When such an indaba at last arrived, Zanu (PF) would go on the attack, its spokesmen struggling under the weight of thousands of pages, photos, and videos documenting MDC’s unholy alliance with the Batswana. This would be their new negotiating position: the MDC must first renounce violence as a condition for releasing the abductees and getting a couple of governors appointed from its ranks.

It does not need one from the former planet Pluto—now downgraded—to see that SADC was deliberately overlooking Zanu (PF)’s constantly shifting goalposts while dragooning the MDC into the GNU.

Had the MDC continued its ‘stayaway’ from the talks, it was going to still leave Zimbabweans at the mercy of a pan-continental body still struggling with understanding what Zimbabweans are fighting for. What do we do as a people when the majority of the region and the continent are not yet ready to accept our legitimate quest for democracy, one that challenges a godfather of the ‘liberation’ struggle?

It is imperative to understand that the core of the country’s problem is not just a struggle against Mugabe to reclaim individual freedoms that national freedom (from colonial rule) has taken away.

It is a struggle to redefine what true freedom really is: that a people who sacrificed their very blood and lives for genuine freedom by enabling guerrillas to fight with their guns against Rhodesian rule must now be held hostage by the very same politicians for whom the people and frontline guerrillas toiled? At what point does the rhetoric of liberation become freedom which people can live and experience in their own lifetime?

I must spend time on this issue because it is why I had my reservations about going to the AU.

At issue are two generations of struggle: the 20th century struggle of my father and mother against Rhodesian minority rule which I lived through traumatically as a child, and my own 21st century struggle for democracy that my children will live which neither their grandparents nor their parents ever tasted. Freedom that was promised in the name of black majority rule, but which has become black minority rule—our corruption-soaked politicians being what Franz Fanon called “black skin, white mask”.

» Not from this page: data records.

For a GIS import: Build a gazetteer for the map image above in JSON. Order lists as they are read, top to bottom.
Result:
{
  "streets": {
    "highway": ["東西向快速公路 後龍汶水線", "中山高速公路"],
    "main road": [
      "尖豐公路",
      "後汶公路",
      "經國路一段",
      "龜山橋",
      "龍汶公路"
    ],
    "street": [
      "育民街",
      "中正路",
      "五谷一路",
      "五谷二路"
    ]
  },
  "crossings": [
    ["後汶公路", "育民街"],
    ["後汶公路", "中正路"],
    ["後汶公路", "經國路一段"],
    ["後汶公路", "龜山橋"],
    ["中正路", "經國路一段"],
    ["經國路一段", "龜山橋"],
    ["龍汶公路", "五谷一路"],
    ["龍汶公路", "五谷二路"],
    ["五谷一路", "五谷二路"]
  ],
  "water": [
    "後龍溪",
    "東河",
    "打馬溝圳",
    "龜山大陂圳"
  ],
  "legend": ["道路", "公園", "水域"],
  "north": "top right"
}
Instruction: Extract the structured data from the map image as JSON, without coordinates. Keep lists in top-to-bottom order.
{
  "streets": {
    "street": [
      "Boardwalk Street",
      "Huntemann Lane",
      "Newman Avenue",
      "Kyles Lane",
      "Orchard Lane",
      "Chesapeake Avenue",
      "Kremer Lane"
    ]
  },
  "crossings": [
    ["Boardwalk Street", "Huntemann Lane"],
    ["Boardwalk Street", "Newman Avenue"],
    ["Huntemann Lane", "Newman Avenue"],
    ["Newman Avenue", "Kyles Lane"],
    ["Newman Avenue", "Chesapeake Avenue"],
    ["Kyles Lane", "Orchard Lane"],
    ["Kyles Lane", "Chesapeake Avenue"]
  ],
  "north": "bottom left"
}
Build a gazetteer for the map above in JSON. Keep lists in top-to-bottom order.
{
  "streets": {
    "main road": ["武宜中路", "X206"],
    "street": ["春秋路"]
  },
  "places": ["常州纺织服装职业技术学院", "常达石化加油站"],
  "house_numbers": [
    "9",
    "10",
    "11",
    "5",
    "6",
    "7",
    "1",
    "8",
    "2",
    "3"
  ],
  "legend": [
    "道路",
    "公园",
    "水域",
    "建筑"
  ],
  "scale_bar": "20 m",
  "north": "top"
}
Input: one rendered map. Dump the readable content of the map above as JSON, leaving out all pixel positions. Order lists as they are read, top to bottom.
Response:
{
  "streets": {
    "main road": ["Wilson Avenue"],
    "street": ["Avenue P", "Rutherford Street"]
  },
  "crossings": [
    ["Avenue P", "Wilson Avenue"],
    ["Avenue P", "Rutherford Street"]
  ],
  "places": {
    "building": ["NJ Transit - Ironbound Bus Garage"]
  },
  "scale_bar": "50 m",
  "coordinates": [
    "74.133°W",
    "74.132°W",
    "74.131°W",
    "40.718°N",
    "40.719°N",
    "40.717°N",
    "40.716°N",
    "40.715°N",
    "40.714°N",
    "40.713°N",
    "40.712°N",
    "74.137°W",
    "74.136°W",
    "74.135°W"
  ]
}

Much of SADC and Africa is ruled by those who saw, endured, and overturned the 20th century oppression of the white colonialist, men who are easily roused to anger when Mugabe says the MDC has white members and sympathies. In the eyes of these Africans Zimbabweans are insane: the worst sign of this madness is the mere act of criticizing Mugabe—the guy who ‘ended white minority rule’ and ‘gave us land’. What an abomination!

Most of Africa does not see—let alone feel—Mugabe using land, pan-Africanism, anti-colonialism, and blackness as weapons of mass camouflage to create an alibi designed to turn his critics into stooges of the West. When Mugabe says that the British and Americans deliberately contaminated our water systems with cholera, he is playing to this audience, which is not just one of simpletons but also Africa’s best intellectuals—as Mahmood Mamdani’s recent article in the London Review of Books shows. Mugabe is doing something to these academics: without them knowing, they have become megaphones for the very people whose histories they write about. That is my anxiety about how Africa is being written as ‘palace narrative’.

Of course, the problem that Mugabe’s defenders will not explain off is how come Zimbabwe is ruled by an 85 year old—the only ruler the country has ever known since ‘independence’ when their own countries have seen countless, younger leaders retire gracefully.

That matters nothing to Africa; all it sees is land. The people of Zimbabwe are invisible to African leaders. They are dead to them. If given a choice between land and citizens, Africa chooses land. The people can have another life in heaven. They won’t need hell because they live it everyday; it is the renewable energy that feeds dictatorship.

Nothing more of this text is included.